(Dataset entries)
=== Section Start ===

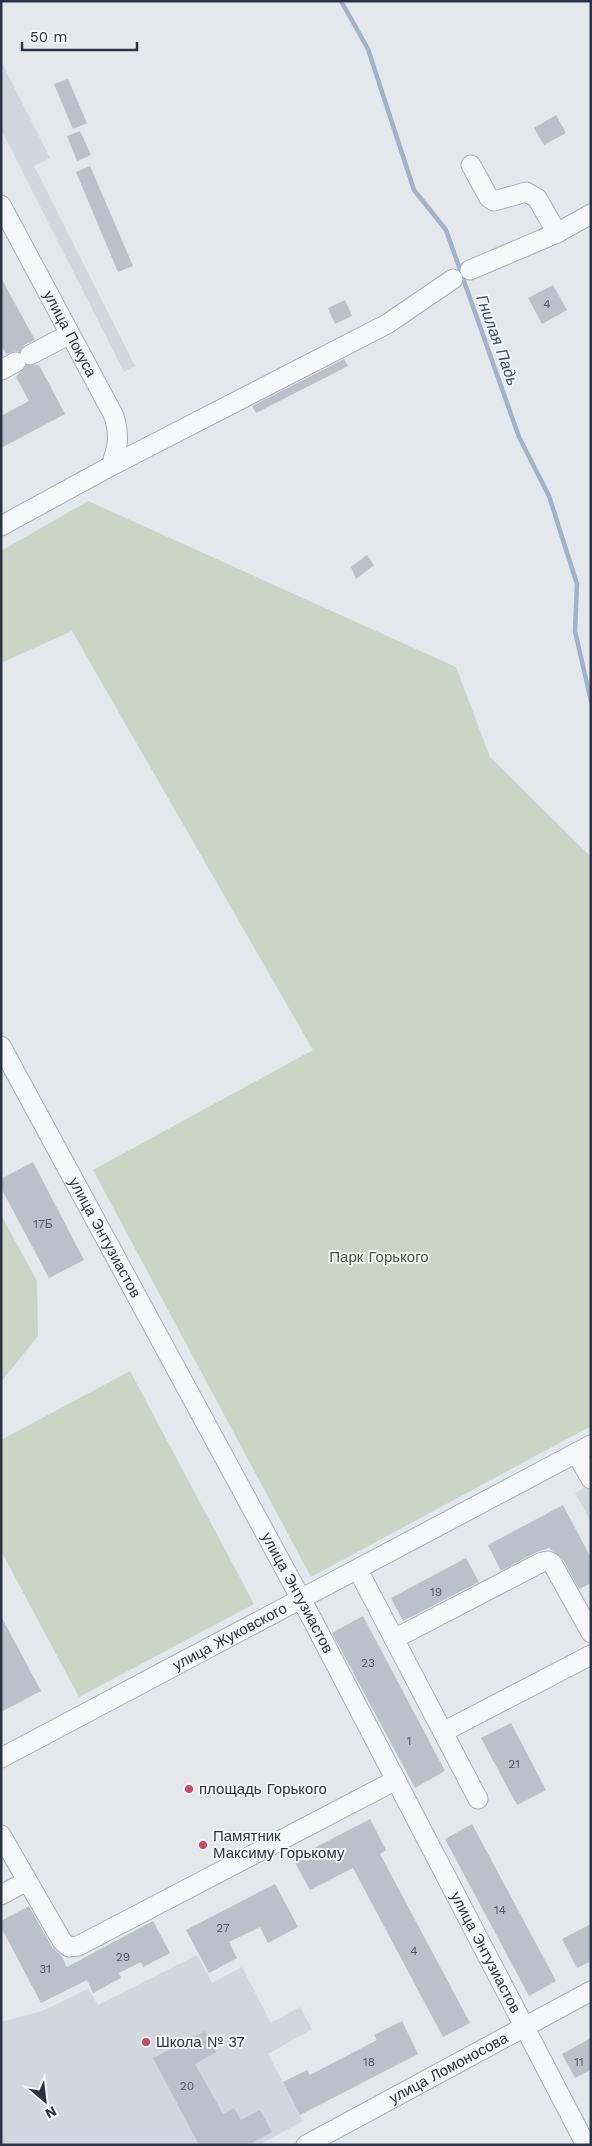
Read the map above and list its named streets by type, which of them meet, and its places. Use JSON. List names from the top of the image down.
{
  "streets": {
    "street": [
      "улица Покуса",
      "улица Энтузиастов",
      "улица Жуковского",
      "улица Ломоносова"
    ]
  },
  "crossings": [
    ["улица Энтузиастов", "улица Жуковского"],
    ["улица Энтузиастов", "улица Ломоносова"]
  ],
  "water": ["Гнилая Падь"],
  "parks": ["Парк Горького"],
  "places": ["площадь Горького", "Памятник Максиму Горькому", "Школа № 37"],
  "house_numbers": [
    "4",
    "17Б",
    "19",
    "23",
    "1",
    "21",
    "14",
    "27",
    "4",
    "29",
    "31",
    "18",
    "11",
    "20"
  ],
  "scale_bar": "50 m",
  "north": "bottom right"
}
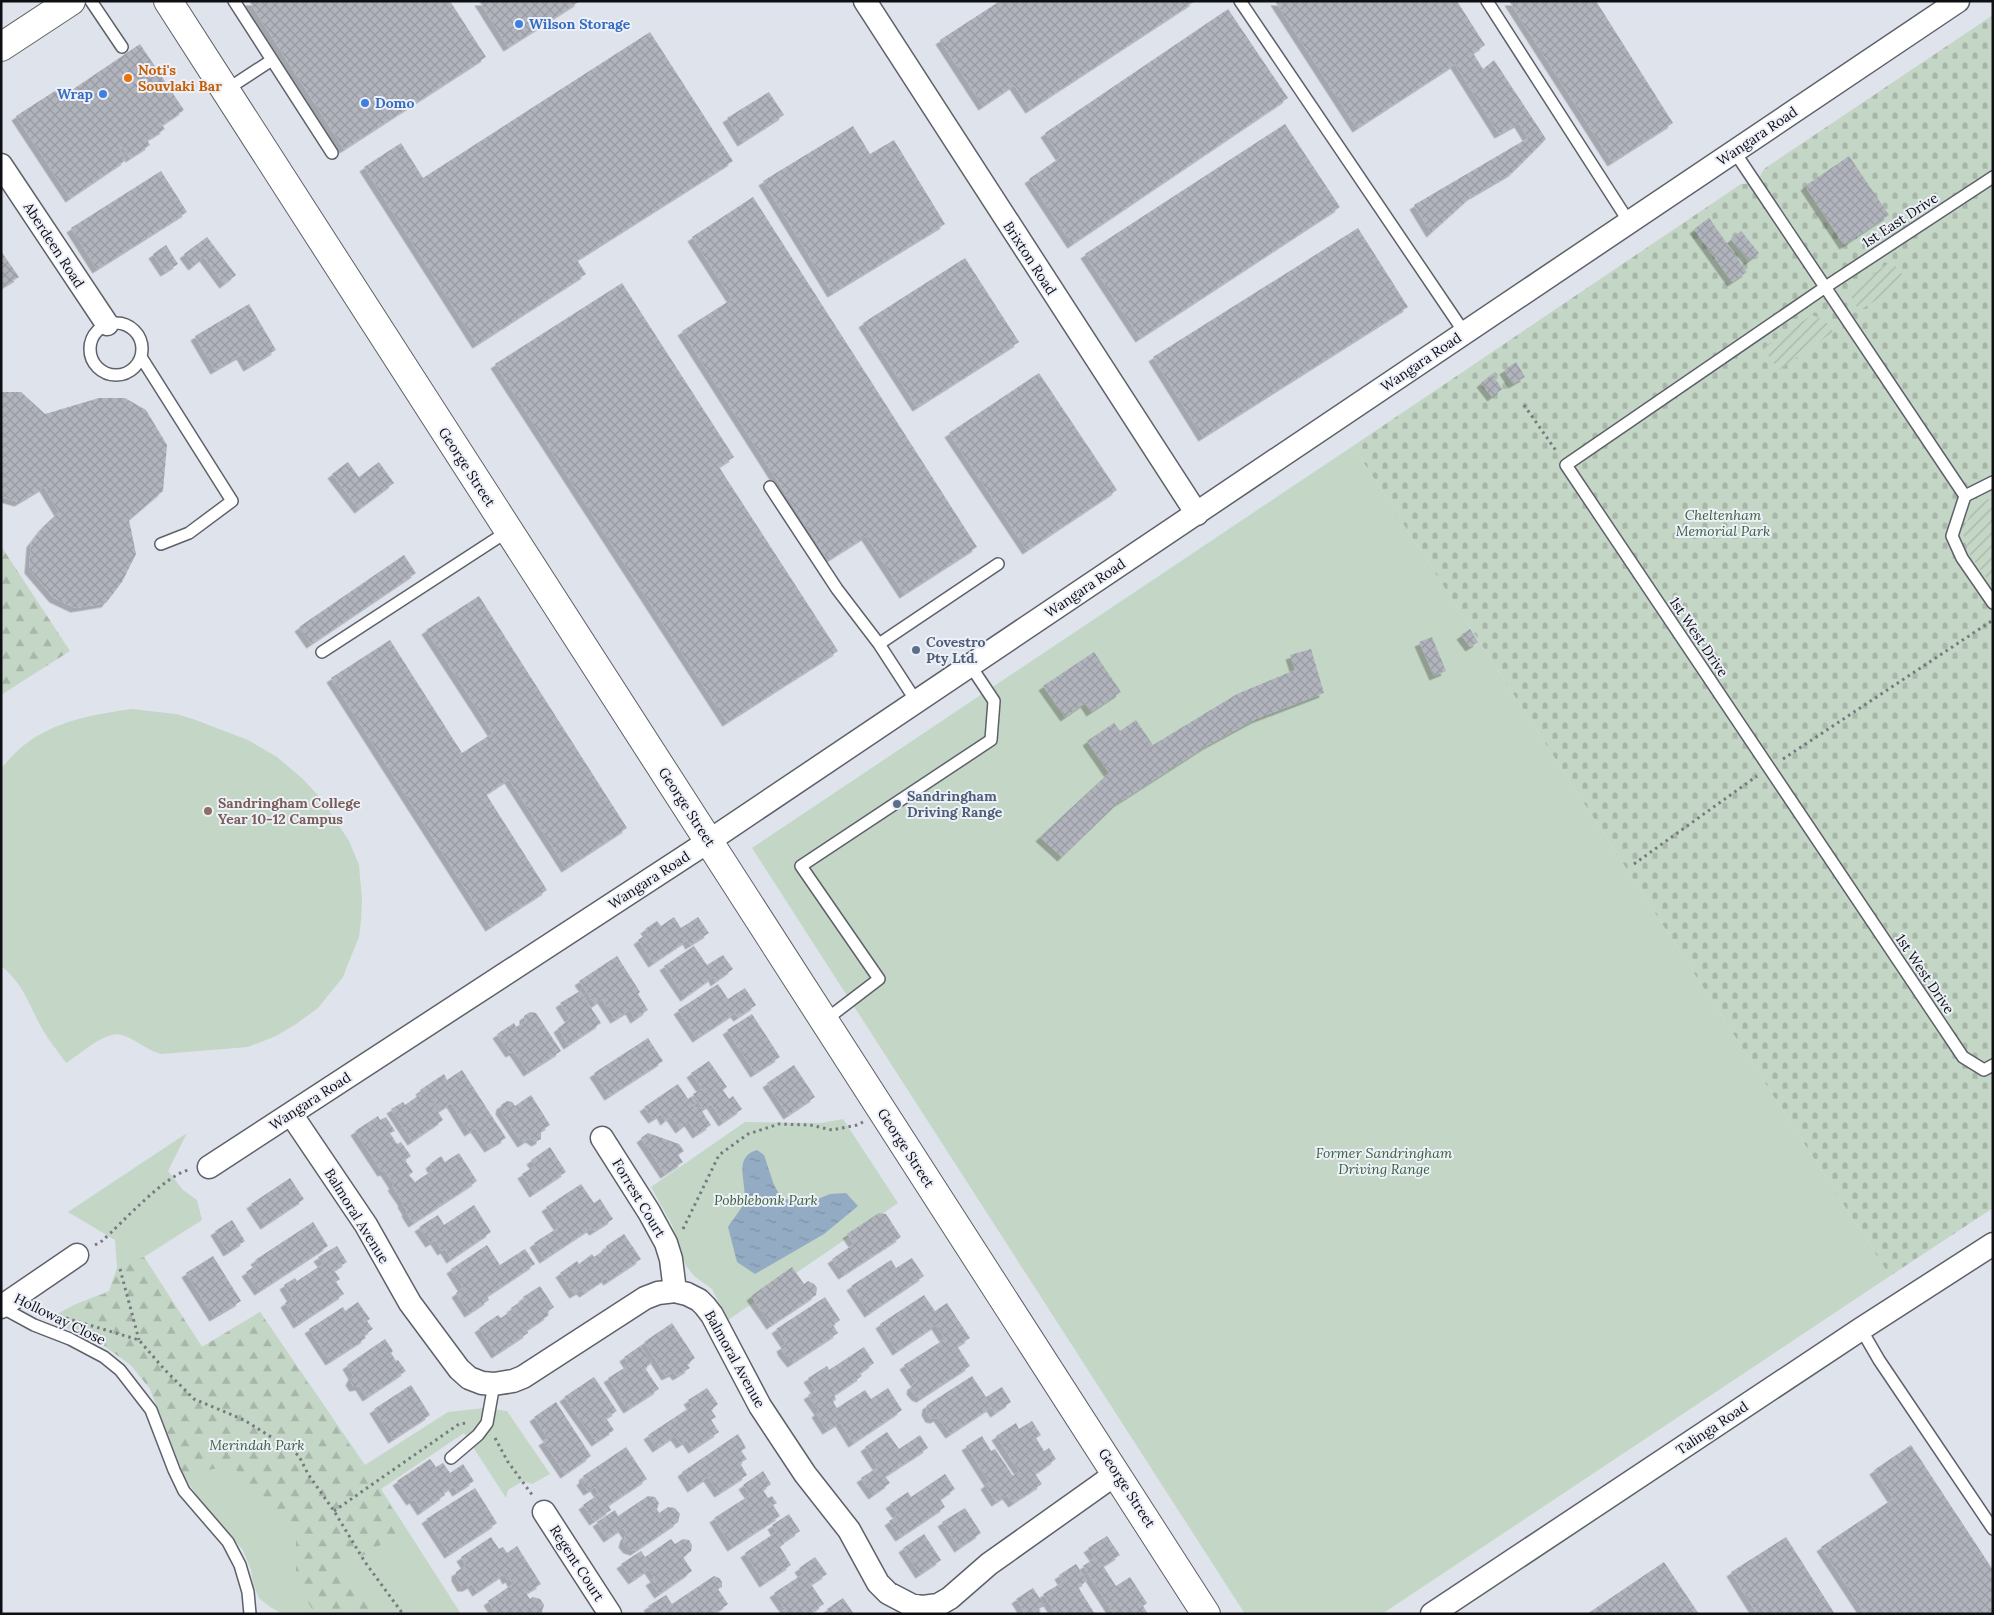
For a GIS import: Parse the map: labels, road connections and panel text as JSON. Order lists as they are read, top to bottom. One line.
{"streets":{"street":["Wangara Road","Aberdeen Road","Brixton Road","George Street","Forrest Court","Balmoral Avenue","Talinga Road","Regent Court"],"lane":["1st East Drive","1st West Drive","Holloway Close"]},"crossings":[["Wangara Road","Brixton Road"],["Wangara Road","George Street"],["Wangara Road","Balmoral Avenue"],["George Street","Balmoral Avenue"],["Forrest Court","Balmoral Avenue"]],"parks":["Cheltenham Memorial Park","Former Sandringham Driving Range","Pobblebonk Park","Merindah Park"],"places":["Wilson Storage","Noti's Souvlaki Bar","Wrap","Domo","Covestro Pty Ltd.","Sandringham Driving Range","Sandringham College Year 10-12 Campus"]}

=== Section End ===

#### ASSIGNMENT
Leaving out every picture, repeat the records above exactly as they stand.

#### OUTPUT FOR THIS EXERCISE
Read the map above and list its named streets by type, which of them meet, and its places. Use JSON. List names from the top of the image down.
{
  "streets": {
    "street": [
      "улица Покуса",
      "улица Энтузиастов",
      "улица Жуковского",
      "улица Ломоносова"
    ]
  },
  "crossings": [
    ["улица Энтузиастов", "улица Жуковского"],
    ["улица Энтузиастов", "улица Ломоносова"]
  ],
  "water": ["Гнилая Падь"],
  "parks": ["Парк Горького"],
  "places": ["площадь Горького", "Памятник Максиму Горькому", "Школа № 37"],
  "house_numbers": [
    "4",
    "17Б",
    "19",
    "23",
    "1",
    "21",
    "14",
    "27",
    "4",
    "29",
    "31",
    "18",
    "11",
    "20"
  ],
  "scale_bar": "50 m",
  "north": "bottom right"
}
For a GIS import: Parse the map: labels, road connections and panel text as JSON. Order lists as they are read, top to bottom. One line.
{"streets":{"street":["Wangara Road","Aberdeen Road","Brixton Road","George Street","Forrest Court","Balmoral Avenue","Talinga Road","Regent Court"],"lane":["1st East Drive","1st West Drive","Holloway Close"]},"crossings":[["Wangara Road","Brixton Road"],["Wangara Road","George Street"],["Wangara Road","Balmoral Avenue"],["George Street","Balmoral Avenue"],["Forrest Court","Balmoral Avenue"]],"parks":["Cheltenham Memorial Park","Former Sandringham Driving Range","Pobblebonk Park","Merindah Park"],"places":["Wilson Storage","Noti's Souvlaki Bar","Wrap","Domo","Covestro Pty Ltd.","Sandringham Driving Range","Sandringham College Year 10-12 Campus"]}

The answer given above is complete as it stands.